Herbalife stock tumbles for a 4th day on ‘pyramid scheme’ claims
Shares of Herbalife Ltd. got pounded for a fourth straight trading day on Wall Street, as investors sent the stock diving an additional 5% on Monday.
The Los Angeles-based marketer of nutrition powders, bars and vitamins has seen its stock price plummet since New York hedge fund manager Bill Ackman last week called the company’s business a pyramid scheme. Its shares have lost about 40% since Ackman lodged his allegations.

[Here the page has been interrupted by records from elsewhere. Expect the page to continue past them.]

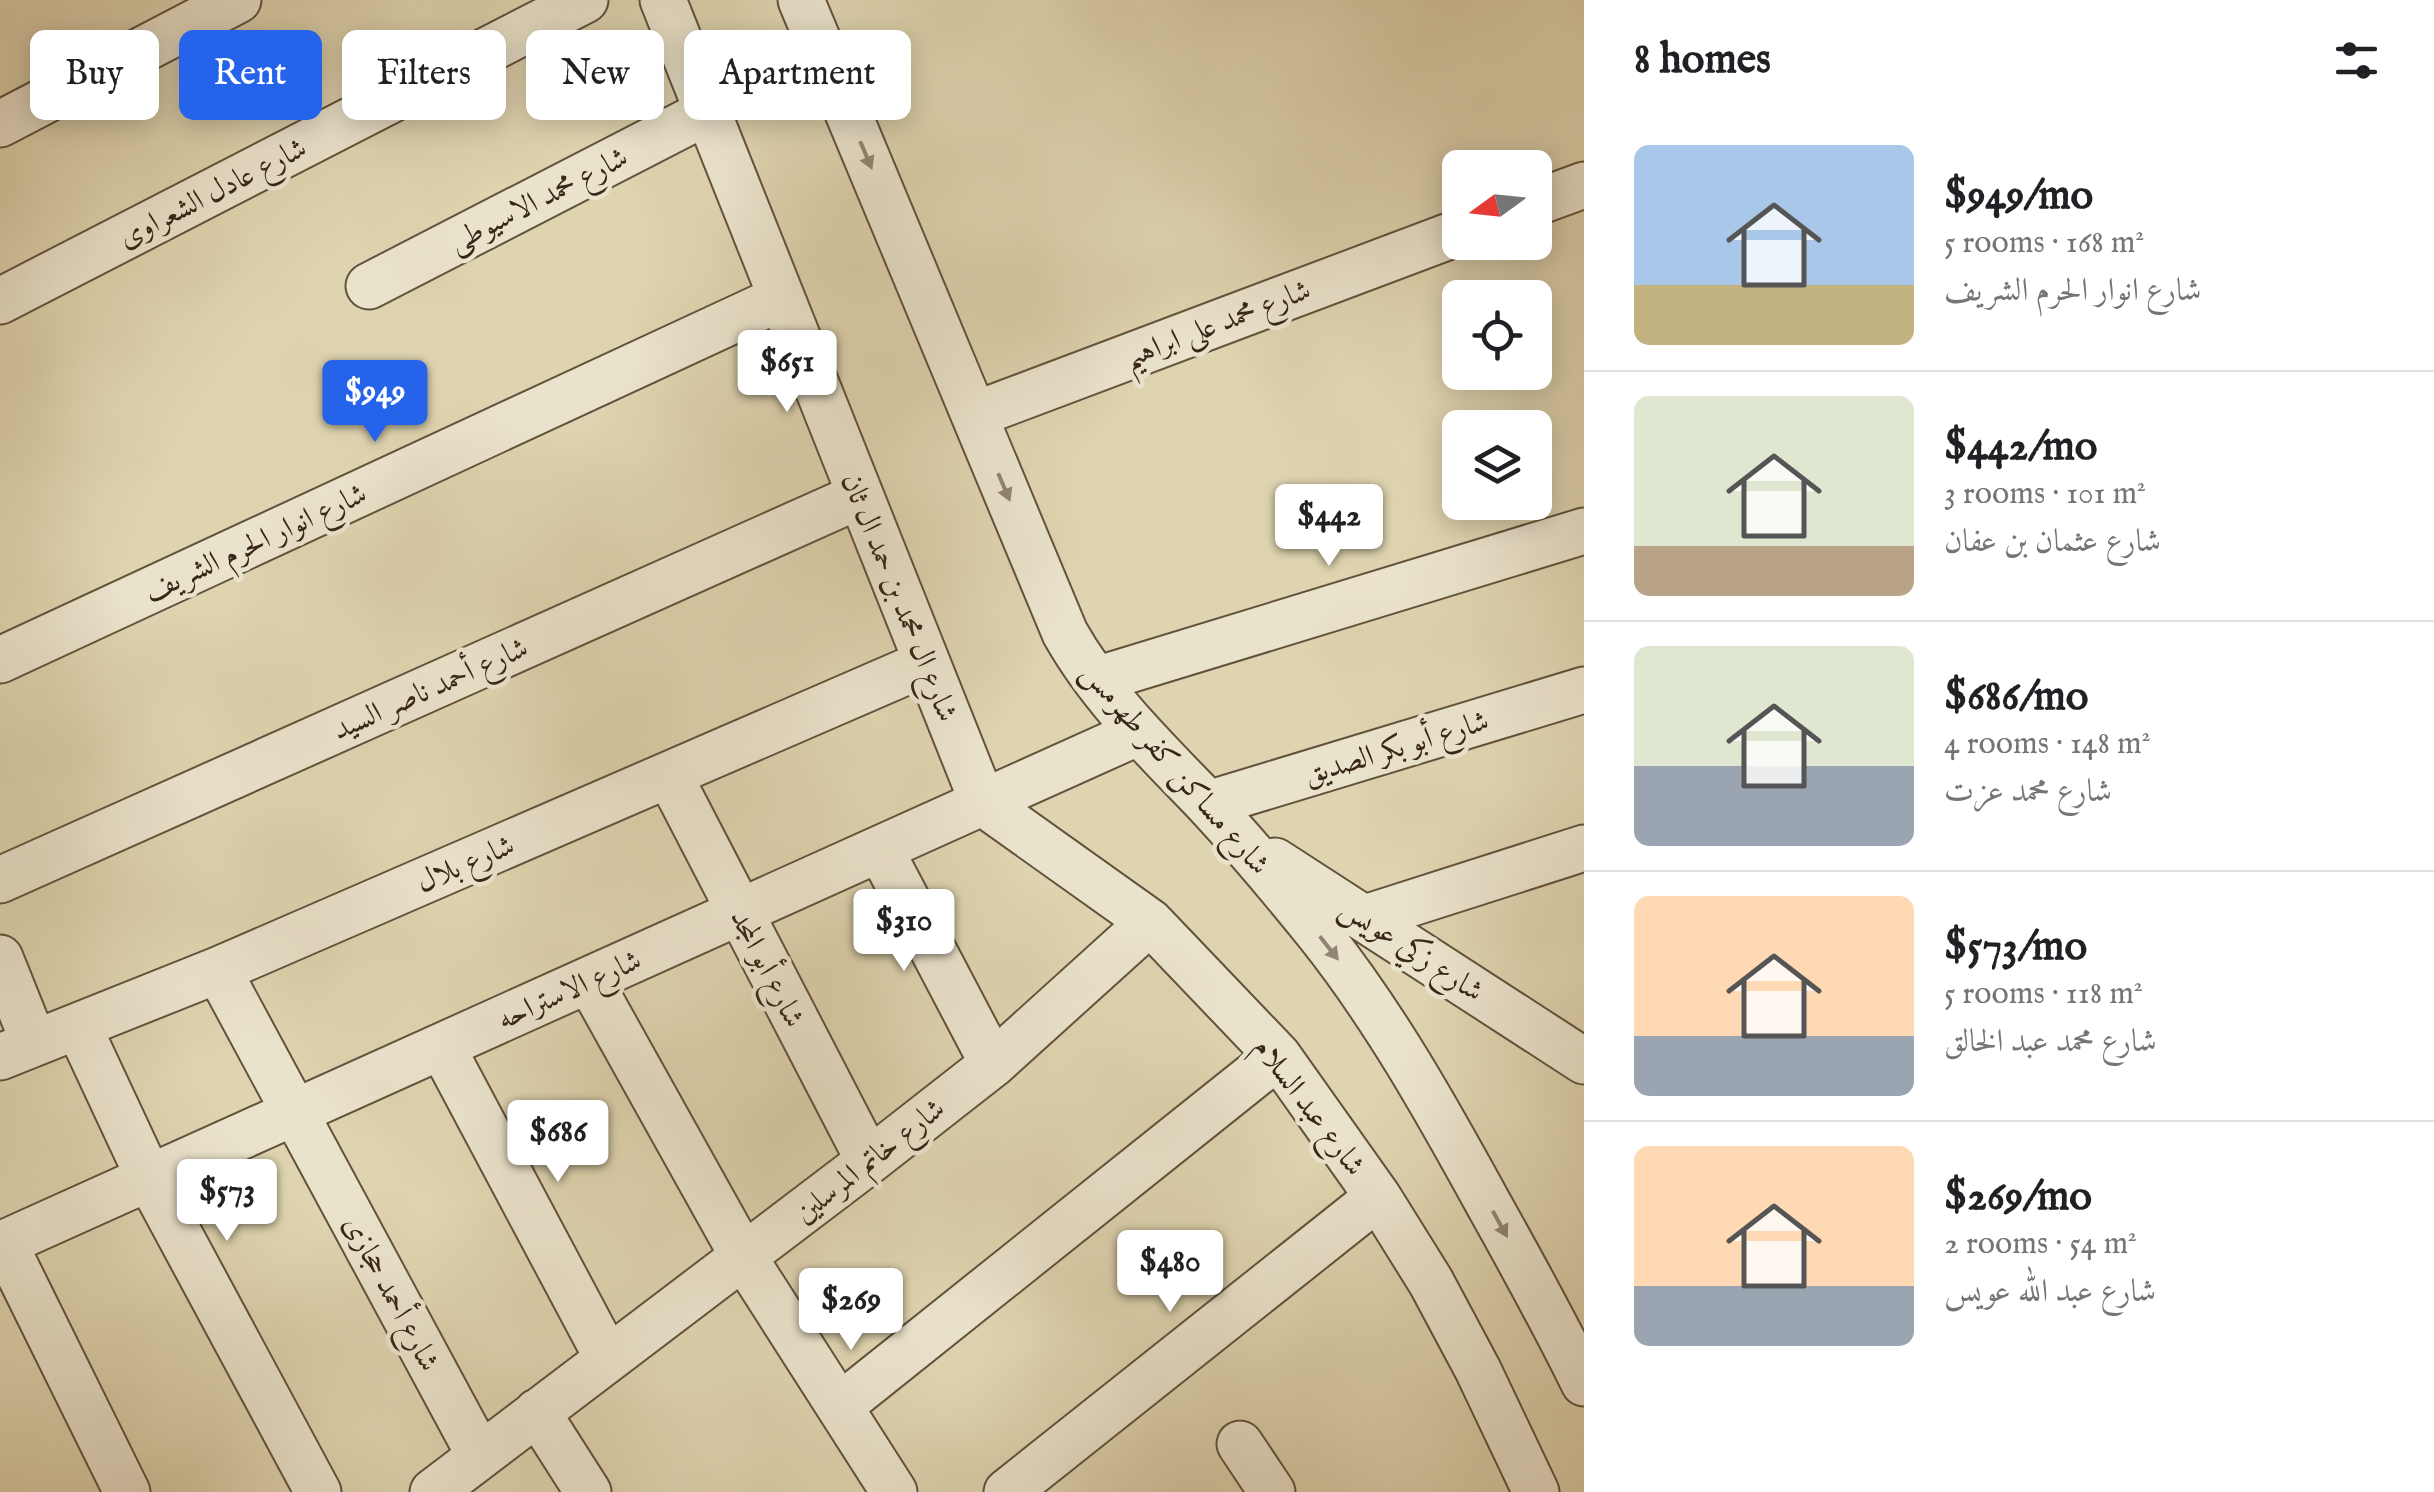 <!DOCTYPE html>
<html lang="en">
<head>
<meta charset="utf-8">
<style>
	body { margin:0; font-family:"IM FELL English",Amiri,serif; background:#f6f6f6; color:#202124; height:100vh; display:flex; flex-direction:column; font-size:38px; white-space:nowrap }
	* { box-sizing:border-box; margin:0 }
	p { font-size:32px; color:#757577 }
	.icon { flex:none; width:55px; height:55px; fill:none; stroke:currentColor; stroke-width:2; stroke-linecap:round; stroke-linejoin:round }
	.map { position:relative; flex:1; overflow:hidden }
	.panel { display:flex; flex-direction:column; background:#fff; width:850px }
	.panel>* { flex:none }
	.banner { position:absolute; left:30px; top:30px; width:950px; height:90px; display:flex; gap:20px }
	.needle { width:65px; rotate:255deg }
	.tools { position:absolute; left:1442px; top:150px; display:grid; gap:20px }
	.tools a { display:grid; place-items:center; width:110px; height:110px; border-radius:15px; background:#fff; box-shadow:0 5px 25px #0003; font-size:50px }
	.price { position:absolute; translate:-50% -85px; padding:0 22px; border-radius:10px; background:#fff; color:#222; font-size:32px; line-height:65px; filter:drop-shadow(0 2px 5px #0008) }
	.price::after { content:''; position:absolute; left:50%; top:60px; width:30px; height:22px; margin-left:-15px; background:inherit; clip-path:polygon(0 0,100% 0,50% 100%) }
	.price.selected { background:#2563eb; color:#fff }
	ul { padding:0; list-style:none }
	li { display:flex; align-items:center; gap:30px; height:250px; padding:0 50px }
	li+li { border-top:2px solid #e0e0e0 }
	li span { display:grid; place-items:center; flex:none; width:280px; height:200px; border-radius:15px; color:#555 }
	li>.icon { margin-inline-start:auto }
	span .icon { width:120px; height:120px; fill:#fffc; stroke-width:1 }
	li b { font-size:42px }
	h2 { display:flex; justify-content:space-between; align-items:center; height:120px; padding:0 50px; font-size:42px }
	.pill { padding:0 35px; border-radius:15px; background:#fff; box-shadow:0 5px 25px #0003; font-size:35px; line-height:90px }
	.pill.selected { background:#2563eb; color:#fff }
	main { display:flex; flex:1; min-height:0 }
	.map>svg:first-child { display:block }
</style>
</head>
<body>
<main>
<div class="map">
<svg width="1584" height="1492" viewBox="0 0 1584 1492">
	<rect width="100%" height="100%" fill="#dfd4b0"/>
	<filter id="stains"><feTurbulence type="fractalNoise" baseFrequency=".002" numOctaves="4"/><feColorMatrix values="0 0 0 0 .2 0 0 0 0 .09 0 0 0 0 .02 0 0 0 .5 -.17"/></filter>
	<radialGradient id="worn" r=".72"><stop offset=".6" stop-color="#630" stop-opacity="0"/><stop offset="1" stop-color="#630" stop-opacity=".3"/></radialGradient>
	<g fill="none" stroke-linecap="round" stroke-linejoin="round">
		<!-- minor casing -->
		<g stroke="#62523d" stroke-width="49">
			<path id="minor" d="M 663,0 L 983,803 L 1150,922 L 1278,1056 L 1378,1197 L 1431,1282 L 1478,1370 L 1536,1492
				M 801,0 L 1065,633 C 1101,697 1155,749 1205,801 C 1245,844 1282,888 1319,934 C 1385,1017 1437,1110 1488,1203 C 1521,1262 1554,1322 1584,1383
				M 0,124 L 238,0
				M 1535,203 L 1584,185
				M 369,286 L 707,112
				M 0,301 L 585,0
				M 974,415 L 1460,232
				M 0,660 L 781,298
				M 1096,680 L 1584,531
				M 669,775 L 869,1161
				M 1208,804 L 1584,690
				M 880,849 L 993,1064
				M 1275,861 L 1584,1061
				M 0,880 L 859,496
				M 1365,918 L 1584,848
				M 0,958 L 34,1043
				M 218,970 L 480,1456
				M 589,980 L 743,1256 L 894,1492
				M 78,1026 L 149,1178 L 318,1492
				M 442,1047 L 608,1359
				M 0,1057 L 218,970 L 926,663
				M 4,1243 L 127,1492
				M 0,1245 L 1139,732
				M 840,1406 L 1278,1056
				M 537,1412 L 588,1492
				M 1240,1444 L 1272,1492
				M 433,1492 L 869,1161 L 993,1064 L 1150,922
				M 1007,1492 L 1378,1197"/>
		</g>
		<!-- minor -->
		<use href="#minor" stroke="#eae3cc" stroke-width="45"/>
	</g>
	<!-- one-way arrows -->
	<defs><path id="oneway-solid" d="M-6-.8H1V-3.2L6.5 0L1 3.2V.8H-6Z" transform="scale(2.5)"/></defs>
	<g fill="#918472">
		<use href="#oneway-solid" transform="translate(866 155) rotate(67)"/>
		<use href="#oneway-solid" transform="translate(1004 487) rotate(67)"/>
		<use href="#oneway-solid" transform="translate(1329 948) rotate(52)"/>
		<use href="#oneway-solid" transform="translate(1500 1224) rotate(61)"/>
	</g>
	<g text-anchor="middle" stroke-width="9" stroke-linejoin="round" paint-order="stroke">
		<!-- street labels -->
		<g font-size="30" fill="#382617" stroke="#eae3cc">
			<text transform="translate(212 192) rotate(-27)" y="10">شارع عادل الشعراوى</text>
			<text transform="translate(538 199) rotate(-27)" y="10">شارع محمد الاسيوطى</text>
			<text transform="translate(1217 323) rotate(-21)" y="10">شارع محمد على ابراهيم</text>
			<text transform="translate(255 542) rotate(-25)" y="10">شارع انوار الحرم الشريف</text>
			<text transform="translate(900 597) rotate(68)" y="10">شارع ال محمد بن حمد ال ثان</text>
			<text transform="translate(430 688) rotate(-24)" y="10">شارع أحمد ناصر السيد</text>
			<text transform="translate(1396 747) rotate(-17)" y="10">شارع أبو بكر الصديق</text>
			<text transform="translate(1176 768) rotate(49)" y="10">شارع مساكن كفر طهرمس</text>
			<text transform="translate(465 863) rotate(-23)" y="10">شارع بلال</text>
			<text transform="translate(1412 949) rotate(33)" y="10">شارع زكي عويس</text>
			<text transform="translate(768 968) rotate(63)" y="10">شارع أبو المجد</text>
			<text transform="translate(569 989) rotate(-24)" y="10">شارع الاستراحه</text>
			<text transform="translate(1310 1106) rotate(53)" y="10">شارع عبد السلام</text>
			<text transform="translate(869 1160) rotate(-38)" y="10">شارع خاتم المرسلين</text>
			<text transform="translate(392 1293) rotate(62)" y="10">شارع أحمد حجازى</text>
		</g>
	</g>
	<rect width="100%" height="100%" filter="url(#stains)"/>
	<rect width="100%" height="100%" fill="url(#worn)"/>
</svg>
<div class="tools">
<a><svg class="needle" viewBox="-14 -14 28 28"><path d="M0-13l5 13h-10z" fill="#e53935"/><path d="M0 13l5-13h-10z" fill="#757577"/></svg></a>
<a><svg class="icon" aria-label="locate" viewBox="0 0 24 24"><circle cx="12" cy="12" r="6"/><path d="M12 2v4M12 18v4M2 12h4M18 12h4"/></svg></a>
<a><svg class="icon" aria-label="layers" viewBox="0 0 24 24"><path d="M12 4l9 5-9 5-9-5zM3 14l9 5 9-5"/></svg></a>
</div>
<b class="price" style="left:787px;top:415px">$651</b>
<b class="price selected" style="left:375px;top:445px">$949</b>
<b class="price" style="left:1329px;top:569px">$442</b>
<b class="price" style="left:904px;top:974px">$310</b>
<b class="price" style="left:558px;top:1185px">$686</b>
<b class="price" style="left:227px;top:1244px">$573</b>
<b class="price" style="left:1170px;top:1315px">$480</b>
<b class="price" style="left:851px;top:1353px">$269</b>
<div class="banner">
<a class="pill">Buy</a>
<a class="pill selected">Rent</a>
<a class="pill">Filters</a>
<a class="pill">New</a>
<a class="pill">Apartment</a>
</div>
</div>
<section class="panel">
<h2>8 homes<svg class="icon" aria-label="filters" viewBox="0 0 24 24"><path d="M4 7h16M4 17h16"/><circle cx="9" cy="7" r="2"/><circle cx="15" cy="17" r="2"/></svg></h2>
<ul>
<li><span style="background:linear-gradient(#a9c7e8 70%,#c2b280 0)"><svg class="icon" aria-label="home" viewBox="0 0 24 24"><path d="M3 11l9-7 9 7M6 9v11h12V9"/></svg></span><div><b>$949/mo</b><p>5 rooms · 168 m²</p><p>شارع انوار الحرم الشريف</p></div></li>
<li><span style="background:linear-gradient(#dfe7d0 75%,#b9a48a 0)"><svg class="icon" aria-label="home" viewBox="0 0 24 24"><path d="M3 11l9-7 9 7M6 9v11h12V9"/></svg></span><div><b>$442/mo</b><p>3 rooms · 101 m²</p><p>شارع عثمان بن عفان</p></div></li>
<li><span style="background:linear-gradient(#dfe7d0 60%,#9aa5b1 0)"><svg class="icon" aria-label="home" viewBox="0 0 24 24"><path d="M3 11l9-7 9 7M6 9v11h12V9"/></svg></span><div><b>$686/mo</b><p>4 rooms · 148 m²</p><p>شارع محمد عزت</p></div></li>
<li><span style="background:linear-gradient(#ffd9b3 70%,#9aa5b1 0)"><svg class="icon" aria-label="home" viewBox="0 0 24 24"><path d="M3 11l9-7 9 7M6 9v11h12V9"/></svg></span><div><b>$573/mo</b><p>5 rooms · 118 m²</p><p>شارع محمد عبد الخالق</p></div></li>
<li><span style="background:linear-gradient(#ffd9b3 70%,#9aa5b1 0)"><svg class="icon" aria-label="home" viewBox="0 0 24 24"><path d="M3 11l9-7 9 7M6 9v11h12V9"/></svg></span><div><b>$269/mo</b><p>2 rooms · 54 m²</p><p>شارع عبد الله عويس</p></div></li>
</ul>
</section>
</main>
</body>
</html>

After falling as much as 10% early Monday during Wall Street’s abbreviated Christmas Eve session, the company’s shares were trading midway through the session at $25.83, down $1.44, or 5.3%, from their closing price Friday.
Major U.S. stock indexes were meanwhile down about 0.3%.
Herbalife, a so-called multilevel marketing firm that sells its products through a network of individual distributors in more than 80 countries, has been on the defensive since Ackman, head of Pershing Square Capital Management, made his detailed case during a presentation in New York last week.
Ackman has said he will continue shorting, or betting against, Herbalife’s stock until it reaches zero.
Ackman’s reputation on Wall Street could lead other investors to follow suit in selling or shorting the stock, said Jim Liew, a former hedge-fund insider who is now a professor at Johns Hopkins Carey Business School.
“He’s pretty spot-on on this one,” Liew said of Ackman’s presentation. “It’s just a matter of time before the investment community figures it out.”
Some analysts who follow the stock, however, have expressed doubts about Ackman’s claims. “Ackman gets an ‘A’ for effort and style points,” Tim Ramey, an analyst for D.A. Davidson & Co., said in a note quoted by Bloomberg News last week. “Not much substance in our view.”
Herbalife has scheduled a Jan. 10 meeting with analysts and investors in New York to confront the allegations. The company announced it retained Moelis & Co. as its strategic advisor.
“We’re going to disabuse the financial community of a presentation that was based on falsehoods and a misunderstanding about our business,” Herbalife Chief Executive Michael Johnson told The Times last week. “It’s just so completely wrong.”